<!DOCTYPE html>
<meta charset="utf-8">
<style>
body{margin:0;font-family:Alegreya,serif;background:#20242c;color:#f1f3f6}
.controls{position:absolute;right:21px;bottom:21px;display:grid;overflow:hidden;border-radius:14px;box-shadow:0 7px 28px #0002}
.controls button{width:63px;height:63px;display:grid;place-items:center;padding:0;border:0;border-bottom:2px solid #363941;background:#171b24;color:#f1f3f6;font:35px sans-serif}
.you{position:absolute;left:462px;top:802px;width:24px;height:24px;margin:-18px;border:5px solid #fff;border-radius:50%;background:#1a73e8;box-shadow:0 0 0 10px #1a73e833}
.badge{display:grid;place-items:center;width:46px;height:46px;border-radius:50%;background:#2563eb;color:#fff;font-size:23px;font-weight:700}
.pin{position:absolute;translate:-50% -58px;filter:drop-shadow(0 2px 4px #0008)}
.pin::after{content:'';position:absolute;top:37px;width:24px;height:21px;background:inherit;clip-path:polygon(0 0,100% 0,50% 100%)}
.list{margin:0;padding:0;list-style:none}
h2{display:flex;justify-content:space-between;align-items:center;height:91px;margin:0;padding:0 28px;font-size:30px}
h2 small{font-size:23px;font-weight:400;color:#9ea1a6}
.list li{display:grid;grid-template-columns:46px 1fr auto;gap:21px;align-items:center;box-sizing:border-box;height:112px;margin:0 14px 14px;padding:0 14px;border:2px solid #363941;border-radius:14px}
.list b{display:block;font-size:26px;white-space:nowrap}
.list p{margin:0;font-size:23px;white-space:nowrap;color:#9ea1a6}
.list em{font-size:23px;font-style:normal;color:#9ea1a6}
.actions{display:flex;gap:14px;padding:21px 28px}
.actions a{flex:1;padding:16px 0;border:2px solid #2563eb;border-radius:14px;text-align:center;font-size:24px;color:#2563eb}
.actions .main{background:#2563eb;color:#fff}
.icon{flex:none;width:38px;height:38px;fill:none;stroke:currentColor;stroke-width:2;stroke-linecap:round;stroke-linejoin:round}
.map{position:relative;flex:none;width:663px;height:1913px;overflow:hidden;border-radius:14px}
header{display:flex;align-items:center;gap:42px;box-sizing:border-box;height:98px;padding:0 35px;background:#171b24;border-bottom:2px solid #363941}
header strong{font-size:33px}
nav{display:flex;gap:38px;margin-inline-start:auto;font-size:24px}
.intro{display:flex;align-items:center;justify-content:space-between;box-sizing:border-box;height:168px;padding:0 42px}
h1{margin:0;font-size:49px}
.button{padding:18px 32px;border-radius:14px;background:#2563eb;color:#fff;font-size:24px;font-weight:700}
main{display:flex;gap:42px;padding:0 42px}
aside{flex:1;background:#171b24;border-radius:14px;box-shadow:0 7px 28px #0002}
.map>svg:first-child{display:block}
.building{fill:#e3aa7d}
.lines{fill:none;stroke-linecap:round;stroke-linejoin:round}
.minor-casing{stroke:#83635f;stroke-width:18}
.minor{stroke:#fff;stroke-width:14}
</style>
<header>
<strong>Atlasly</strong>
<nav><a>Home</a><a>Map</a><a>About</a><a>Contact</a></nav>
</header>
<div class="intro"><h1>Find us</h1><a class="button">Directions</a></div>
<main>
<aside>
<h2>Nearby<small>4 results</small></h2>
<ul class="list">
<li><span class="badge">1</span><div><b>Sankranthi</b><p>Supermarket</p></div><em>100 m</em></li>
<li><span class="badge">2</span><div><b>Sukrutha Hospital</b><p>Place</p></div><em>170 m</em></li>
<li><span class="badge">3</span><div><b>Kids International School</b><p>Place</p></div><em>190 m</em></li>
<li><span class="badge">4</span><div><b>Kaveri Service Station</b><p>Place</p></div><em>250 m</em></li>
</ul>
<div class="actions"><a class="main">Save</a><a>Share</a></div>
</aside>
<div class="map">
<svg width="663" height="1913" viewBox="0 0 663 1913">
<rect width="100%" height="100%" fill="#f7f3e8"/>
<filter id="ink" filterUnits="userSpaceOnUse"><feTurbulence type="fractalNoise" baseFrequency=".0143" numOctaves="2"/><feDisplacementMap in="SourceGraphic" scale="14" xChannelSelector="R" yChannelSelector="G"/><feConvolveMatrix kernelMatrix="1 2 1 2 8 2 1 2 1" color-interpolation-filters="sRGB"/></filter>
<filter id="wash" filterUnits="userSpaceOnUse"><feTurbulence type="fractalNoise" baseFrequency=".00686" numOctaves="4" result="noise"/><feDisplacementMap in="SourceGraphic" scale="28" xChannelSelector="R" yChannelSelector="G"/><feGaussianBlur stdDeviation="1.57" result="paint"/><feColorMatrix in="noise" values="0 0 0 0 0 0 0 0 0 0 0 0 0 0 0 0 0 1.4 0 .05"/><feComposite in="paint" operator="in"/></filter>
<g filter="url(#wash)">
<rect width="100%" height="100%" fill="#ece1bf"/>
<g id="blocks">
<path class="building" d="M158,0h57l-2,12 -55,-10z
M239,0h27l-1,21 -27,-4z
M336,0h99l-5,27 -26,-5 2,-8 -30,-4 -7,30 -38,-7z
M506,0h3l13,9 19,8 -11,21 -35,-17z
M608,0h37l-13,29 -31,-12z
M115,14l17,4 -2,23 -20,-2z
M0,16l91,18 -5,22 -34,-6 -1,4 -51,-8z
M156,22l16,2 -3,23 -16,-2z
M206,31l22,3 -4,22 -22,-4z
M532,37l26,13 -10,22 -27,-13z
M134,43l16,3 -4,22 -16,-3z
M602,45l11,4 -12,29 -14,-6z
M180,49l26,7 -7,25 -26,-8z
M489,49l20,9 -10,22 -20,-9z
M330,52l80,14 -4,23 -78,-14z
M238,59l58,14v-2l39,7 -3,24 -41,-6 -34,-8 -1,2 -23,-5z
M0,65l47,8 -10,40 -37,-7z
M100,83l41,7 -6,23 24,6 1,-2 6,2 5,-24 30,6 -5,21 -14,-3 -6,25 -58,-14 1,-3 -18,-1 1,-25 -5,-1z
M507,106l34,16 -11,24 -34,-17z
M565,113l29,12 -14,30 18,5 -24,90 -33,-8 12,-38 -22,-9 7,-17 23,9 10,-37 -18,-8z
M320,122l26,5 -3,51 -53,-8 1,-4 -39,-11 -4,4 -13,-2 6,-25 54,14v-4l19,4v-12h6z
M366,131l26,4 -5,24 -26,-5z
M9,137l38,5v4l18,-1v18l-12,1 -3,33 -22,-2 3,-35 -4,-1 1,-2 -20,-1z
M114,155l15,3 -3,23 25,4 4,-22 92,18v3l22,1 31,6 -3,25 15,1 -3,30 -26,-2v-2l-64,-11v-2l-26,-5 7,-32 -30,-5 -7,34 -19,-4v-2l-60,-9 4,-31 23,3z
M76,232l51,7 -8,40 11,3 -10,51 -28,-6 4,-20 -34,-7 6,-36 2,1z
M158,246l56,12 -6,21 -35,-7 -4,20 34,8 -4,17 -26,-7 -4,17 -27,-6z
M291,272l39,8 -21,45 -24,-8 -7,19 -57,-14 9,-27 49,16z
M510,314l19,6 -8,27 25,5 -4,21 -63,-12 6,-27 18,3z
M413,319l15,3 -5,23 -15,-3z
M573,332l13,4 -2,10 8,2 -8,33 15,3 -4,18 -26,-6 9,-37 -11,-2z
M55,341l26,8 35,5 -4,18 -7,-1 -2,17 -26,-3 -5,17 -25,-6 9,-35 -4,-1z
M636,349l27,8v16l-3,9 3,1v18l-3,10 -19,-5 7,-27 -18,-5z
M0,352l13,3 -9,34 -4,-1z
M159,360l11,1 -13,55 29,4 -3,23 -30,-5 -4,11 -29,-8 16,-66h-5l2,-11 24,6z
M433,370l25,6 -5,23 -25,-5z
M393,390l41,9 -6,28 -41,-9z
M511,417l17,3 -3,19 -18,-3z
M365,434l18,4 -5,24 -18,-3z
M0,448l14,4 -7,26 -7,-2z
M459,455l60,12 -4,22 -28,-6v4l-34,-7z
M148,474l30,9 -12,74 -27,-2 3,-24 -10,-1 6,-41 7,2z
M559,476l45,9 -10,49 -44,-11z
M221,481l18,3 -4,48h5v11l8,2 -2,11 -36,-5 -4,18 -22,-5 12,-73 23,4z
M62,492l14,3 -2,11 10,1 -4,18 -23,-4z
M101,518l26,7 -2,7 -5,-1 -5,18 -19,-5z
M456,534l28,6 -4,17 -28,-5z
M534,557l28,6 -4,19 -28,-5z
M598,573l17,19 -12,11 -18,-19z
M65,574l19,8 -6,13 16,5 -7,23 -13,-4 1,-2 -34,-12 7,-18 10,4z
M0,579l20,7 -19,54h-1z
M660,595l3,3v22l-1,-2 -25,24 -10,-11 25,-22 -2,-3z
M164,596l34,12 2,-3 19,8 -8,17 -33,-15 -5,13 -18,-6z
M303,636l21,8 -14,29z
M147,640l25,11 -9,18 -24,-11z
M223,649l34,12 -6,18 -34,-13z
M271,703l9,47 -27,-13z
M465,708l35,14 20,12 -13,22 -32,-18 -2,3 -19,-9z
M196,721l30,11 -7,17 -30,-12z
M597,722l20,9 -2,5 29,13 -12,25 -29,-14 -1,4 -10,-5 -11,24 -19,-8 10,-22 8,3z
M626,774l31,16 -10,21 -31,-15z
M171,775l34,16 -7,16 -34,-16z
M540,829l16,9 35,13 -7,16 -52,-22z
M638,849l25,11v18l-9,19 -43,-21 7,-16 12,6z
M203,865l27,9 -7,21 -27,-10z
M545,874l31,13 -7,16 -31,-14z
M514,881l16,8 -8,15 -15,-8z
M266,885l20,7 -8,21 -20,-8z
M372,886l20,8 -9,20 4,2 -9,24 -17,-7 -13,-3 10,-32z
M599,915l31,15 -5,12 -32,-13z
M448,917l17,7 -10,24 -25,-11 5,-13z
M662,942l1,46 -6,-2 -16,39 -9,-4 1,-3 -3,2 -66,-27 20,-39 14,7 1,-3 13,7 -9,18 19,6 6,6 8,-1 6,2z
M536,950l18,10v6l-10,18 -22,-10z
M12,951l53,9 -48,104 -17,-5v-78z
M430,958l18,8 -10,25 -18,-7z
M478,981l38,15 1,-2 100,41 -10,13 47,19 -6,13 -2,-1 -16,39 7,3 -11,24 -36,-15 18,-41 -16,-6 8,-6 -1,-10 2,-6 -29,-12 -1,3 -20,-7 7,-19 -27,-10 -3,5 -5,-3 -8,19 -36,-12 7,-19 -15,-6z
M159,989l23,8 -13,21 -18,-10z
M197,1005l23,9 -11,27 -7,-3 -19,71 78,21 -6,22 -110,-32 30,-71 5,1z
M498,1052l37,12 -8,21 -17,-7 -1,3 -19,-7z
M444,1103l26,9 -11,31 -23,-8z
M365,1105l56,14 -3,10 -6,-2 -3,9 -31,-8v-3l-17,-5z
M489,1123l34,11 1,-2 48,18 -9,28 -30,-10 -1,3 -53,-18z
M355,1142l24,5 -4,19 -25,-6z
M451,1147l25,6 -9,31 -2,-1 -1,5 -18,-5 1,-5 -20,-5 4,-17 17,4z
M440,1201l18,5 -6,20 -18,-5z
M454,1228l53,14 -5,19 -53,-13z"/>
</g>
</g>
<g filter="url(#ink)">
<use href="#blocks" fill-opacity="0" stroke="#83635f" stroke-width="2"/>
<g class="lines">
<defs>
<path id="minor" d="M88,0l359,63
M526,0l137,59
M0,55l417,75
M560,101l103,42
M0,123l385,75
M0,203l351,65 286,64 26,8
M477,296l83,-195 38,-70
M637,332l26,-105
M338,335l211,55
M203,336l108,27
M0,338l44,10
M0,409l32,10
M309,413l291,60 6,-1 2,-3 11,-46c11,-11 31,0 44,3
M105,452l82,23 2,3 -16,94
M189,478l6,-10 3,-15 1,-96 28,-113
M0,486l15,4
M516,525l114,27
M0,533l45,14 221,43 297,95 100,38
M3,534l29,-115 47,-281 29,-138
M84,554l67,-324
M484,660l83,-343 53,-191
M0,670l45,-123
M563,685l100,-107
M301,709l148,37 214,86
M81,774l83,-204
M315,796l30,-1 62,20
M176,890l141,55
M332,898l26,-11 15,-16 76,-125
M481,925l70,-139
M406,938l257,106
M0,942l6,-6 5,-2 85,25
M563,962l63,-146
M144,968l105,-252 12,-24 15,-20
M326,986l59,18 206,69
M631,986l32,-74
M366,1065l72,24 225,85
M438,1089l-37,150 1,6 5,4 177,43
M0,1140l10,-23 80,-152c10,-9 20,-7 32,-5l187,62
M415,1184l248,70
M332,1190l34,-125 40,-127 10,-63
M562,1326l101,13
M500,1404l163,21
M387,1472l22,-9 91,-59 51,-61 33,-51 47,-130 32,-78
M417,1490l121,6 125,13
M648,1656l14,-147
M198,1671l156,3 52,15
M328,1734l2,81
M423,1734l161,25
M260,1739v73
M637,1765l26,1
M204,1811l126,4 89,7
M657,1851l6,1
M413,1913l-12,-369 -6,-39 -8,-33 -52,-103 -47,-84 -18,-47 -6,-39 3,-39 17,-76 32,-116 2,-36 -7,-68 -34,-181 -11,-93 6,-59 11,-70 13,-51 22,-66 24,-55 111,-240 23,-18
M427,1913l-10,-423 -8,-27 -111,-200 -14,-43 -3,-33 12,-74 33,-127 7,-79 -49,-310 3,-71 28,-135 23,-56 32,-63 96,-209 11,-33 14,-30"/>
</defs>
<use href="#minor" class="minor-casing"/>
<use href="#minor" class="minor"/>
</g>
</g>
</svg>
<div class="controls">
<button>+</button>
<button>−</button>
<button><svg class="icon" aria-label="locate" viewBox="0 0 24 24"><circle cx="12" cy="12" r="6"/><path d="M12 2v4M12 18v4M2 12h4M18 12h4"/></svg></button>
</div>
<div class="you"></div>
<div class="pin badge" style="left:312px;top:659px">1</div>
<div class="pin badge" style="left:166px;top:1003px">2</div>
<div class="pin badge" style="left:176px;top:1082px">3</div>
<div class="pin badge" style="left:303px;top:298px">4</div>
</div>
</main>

************

EXERCISE DETAILS :: Out of the material above, output word for word the line with "M303,636l21,8 -14,29z", the line with "M366,1065l72,24 225,85", and all lines between them, with nothing else.

SOLUTION ::
M303,636l21,8 -14,29z
M147,640l25,11 -9,18 -24,-11z
M223,649l34,12 -6,18 -34,-13z
M271,703l9,47 -27,-13z
M465,708l35,14 20,12 -13,22 -32,-18 -2,3 -19,-9z
M196,721l30,11 -7,17 -30,-12z
M597,722l20,9 -2,5 29,13 -12,25 -29,-14 -1,4 -10,-5 -11,24 -19,-8 10,-22 8,3z
M626,774l31,16 -10,21 -31,-15z
M171,775l34,16 -7,16 -34,-16z
M540,829l16,9 35,13 -7,16 -52,-22z
M638,849l25,11v18l-9,19 -43,-21 7,-16 12,6z
M203,865l27,9 -7,21 -27,-10z
M545,874l31,13 -7,16 -31,-14z
M514,881l16,8 -8,15 -15,-8z
M266,885l20,7 -8,21 -20,-8z
M372,886l20,8 -9,20 4,2 -9,24 -17,-7 -13,-3 10,-32z
M599,915l31,15 -5,12 -32,-13z
M448,917l17,7 -10,24 -25,-11 5,-13z
M662,942l1,46 -6,-2 -16,39 -9,-4 1,-3 -3,2 -66,-27 20,-39 14,7 1,-3 13,7 -9,18 19,6 6,6 8,-1 6,2z
M536,950l18,10v6l-10,18 -22,-10z
M12,951l53,9 -48,104 -17,-5v-78z
M430,958l18,8 -10,25 -18,-7z
M478,981l38,15 1,-2 100,41 -10,13 47,19 -6,13 -2,-1 -16,39 7,3 -11,24 -36,-15 18,-41 -16,-6 8,-6 -1,-10 2,-6 -29,-12 -1,3 -20,-7 7,-19 -27,-10 -3,5 -5,-3 -8,19 -36,-12 7,-19 -15,-6z
M159,989l23,8 -13,21 -18,-10z
M197,1005l23,9 -11,27 -7,-3 -19,71 78,21 -6,22 -110,-32 30,-71 5,1z
M498,1052l37,12 -8,21 -17,-7 -1,3 -19,-7z
M444,1103l26,9 -11,31 -23,-8z
M365,1105l56,14 -3,10 -6,-2 -3,9 -31,-8v-3l-17,-5z
M489,1123l34,11 1,-2 48,18 -9,28 -30,-10 -1,3 -53,-18z
M355,1142l24,5 -4,19 -25,-6z
M451,1147l25,6 -9,31 -2,-1 -1,5 -18,-5 1,-5 -20,-5 4,-17 17,4z
M440,1201l18,5 -6,20 -18,-5z
M454,1228l53,14 -5,19 -53,-13z"/>
</g>
</g>
<g filter="url(#ink)">
<use href="#blocks" fill-opacity="0" stroke="#83635f" stroke-width="2"/>
<g class="lines">
<defs>
<path id="minor" d="M88,0l359,63
M526,0l137,59
M0,55l417,75
M560,101l103,42
M0,123l385,75
M0,203l351,65 286,64 26,8
M477,296l83,-195 38,-70
M637,332l26,-105
M338,335l211,55
M203,336l108,27
M0,338l44,10
M0,409l32,10
M309,413l291,60 6,-1 2,-3 11,-46c11,-11 31,0 44,3
M105,452l82,23 2,3 -16,94
M189,478l6,-10 3,-15 1,-96 28,-113
M0,486l15,4
M516,525l114,27
M0,533l45,14 221,43 297,95 100,38
M3,534l29,-115 47,-281 29,-138
M84,554l67,-324
M484,660l83,-343 53,-191
M0,670l45,-123
M563,685l100,-107
M301,709l148,37 214,86
M81,774l83,-204
M315,796l30,-1 62,20
M176,890l141,55
M332,898l26,-11 15,-16 76,-125
M481,925l70,-139
M406,938l257,106
M0,942l6,-6 5,-2 85,25
M563,962l63,-146
M144,968l105,-252 12,-24 15,-20
M326,986l59,18 206,69
M631,986l32,-74
M366,1065l72,24 225,85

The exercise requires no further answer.